■ **DATASET RECORDS**:
-=-=-
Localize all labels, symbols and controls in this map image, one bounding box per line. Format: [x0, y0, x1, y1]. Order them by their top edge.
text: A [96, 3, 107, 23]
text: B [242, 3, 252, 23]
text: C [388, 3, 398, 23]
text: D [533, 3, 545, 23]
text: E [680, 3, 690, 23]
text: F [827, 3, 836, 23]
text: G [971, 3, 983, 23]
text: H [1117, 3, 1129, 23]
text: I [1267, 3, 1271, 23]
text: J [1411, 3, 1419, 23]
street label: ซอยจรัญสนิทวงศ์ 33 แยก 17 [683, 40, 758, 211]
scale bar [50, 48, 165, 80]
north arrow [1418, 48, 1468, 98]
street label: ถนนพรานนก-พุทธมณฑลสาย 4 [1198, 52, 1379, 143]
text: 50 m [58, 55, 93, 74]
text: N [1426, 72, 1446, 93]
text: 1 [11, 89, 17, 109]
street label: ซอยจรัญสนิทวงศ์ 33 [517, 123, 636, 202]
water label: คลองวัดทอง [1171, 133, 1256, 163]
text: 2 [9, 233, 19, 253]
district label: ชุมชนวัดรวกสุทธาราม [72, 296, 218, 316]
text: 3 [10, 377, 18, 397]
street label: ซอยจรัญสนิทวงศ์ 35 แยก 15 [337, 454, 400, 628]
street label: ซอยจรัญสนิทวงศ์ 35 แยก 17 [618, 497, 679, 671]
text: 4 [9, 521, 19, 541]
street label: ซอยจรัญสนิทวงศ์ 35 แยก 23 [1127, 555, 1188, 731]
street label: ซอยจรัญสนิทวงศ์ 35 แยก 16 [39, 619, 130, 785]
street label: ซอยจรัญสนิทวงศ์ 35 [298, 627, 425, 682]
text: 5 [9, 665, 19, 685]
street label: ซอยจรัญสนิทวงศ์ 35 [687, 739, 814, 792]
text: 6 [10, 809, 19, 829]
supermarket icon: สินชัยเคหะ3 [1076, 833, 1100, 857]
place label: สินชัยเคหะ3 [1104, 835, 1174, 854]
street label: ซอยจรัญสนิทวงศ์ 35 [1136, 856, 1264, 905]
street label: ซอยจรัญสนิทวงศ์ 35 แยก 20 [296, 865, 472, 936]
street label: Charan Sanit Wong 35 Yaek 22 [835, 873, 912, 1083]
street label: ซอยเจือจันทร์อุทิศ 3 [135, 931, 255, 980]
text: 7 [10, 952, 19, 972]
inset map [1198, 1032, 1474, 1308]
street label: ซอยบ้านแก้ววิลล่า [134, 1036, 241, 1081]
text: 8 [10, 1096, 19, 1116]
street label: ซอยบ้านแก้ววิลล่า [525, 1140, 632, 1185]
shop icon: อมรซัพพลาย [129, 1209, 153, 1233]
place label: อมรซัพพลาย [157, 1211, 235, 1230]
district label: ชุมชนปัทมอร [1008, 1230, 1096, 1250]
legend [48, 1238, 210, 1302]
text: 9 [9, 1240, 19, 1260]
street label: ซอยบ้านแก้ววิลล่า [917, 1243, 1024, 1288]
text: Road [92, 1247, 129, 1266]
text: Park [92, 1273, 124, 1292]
-=-=-
■ **WHAT TO PRODUCE**:
Print out all the material above, unaltered.

■ **TASK ANSWER**:
Localize all labels, symbols and controls in this map image, one bounding box per line. Format: [x0, y0, x1, y1]. Order them by their top edge.
text: A [96, 3, 107, 23]
text: B [242, 3, 252, 23]
text: C [388, 3, 398, 23]
text: D [533, 3, 545, 23]
text: E [680, 3, 690, 23]
text: F [827, 3, 836, 23]
text: G [971, 3, 983, 23]
text: H [1117, 3, 1129, 23]
text: I [1267, 3, 1271, 23]
text: J [1411, 3, 1419, 23]
street label: ซอยจรัญสนิทวงศ์ 33 แยก 17 [683, 40, 758, 211]
scale bar [50, 48, 165, 80]
north arrow [1418, 48, 1468, 98]
street label: ถนนพรานนก-พุทธมณฑลสาย 4 [1198, 52, 1379, 143]
text: 50 m [58, 55, 93, 74]
text: N [1426, 72, 1446, 93]
text: 1 [11, 89, 17, 109]
street label: ซอยจรัญสนิทวงศ์ 33 [517, 123, 636, 202]
water label: คลองวัดทอง [1171, 133, 1256, 163]
text: 2 [9, 233, 19, 253]
district label: ชุมชนวัดรวกสุทธาราม [72, 296, 218, 316]
text: 3 [10, 377, 18, 397]
street label: ซอยจรัญสนิทวงศ์ 35 แยก 15 [337, 454, 400, 628]
street label: ซอยจรัญสนิทวงศ์ 35 แยก 17 [618, 497, 679, 671]
text: 4 [9, 521, 19, 541]
street label: ซอยจรัญสนิทวงศ์ 35 แยก 23 [1127, 555, 1188, 731]
street label: ซอยจรัญสนิทวงศ์ 35 แยก 16 [39, 619, 130, 785]
street label: ซอยจรัญสนิทวงศ์ 35 [298, 627, 425, 682]
text: 5 [9, 665, 19, 685]
street label: ซอยจรัญสนิทวงศ์ 35 [687, 739, 814, 792]
text: 6 [10, 809, 19, 829]
supermarket icon: สินชัยเคหะ3 [1076, 833, 1100, 857]
place label: สินชัยเคหะ3 [1104, 835, 1174, 854]
street label: ซอยจรัญสนิทวงศ์ 35 [1136, 856, 1264, 905]
street label: ซอยจรัญสนิทวงศ์ 35 แยก 20 [296, 865, 472, 936]
street label: Charan Sanit Wong 35 Yaek 22 [835, 873, 912, 1083]
street label: ซอยเจือจันทร์อุทิศ 3 [135, 931, 255, 980]
text: 7 [10, 952, 19, 972]
inset map [1198, 1032, 1474, 1308]
street label: ซอยบ้านแก้ววิลล่า [134, 1036, 241, 1081]
text: 8 [10, 1096, 19, 1116]
street label: ซอยบ้านแก้ววิลล่า [525, 1140, 632, 1185]
shop icon: อมรซัพพลาย [129, 1209, 153, 1233]
place label: อมรซัพพลาย [157, 1211, 235, 1230]
district label: ชุมชนปัทมอร [1008, 1230, 1096, 1250]
legend [48, 1238, 210, 1302]
text: 9 [9, 1240, 19, 1260]
street label: ซอยบ้านแก้ววิลล่า [917, 1243, 1024, 1288]
text: Road [92, 1247, 129, 1266]
text: Park [92, 1273, 124, 1292]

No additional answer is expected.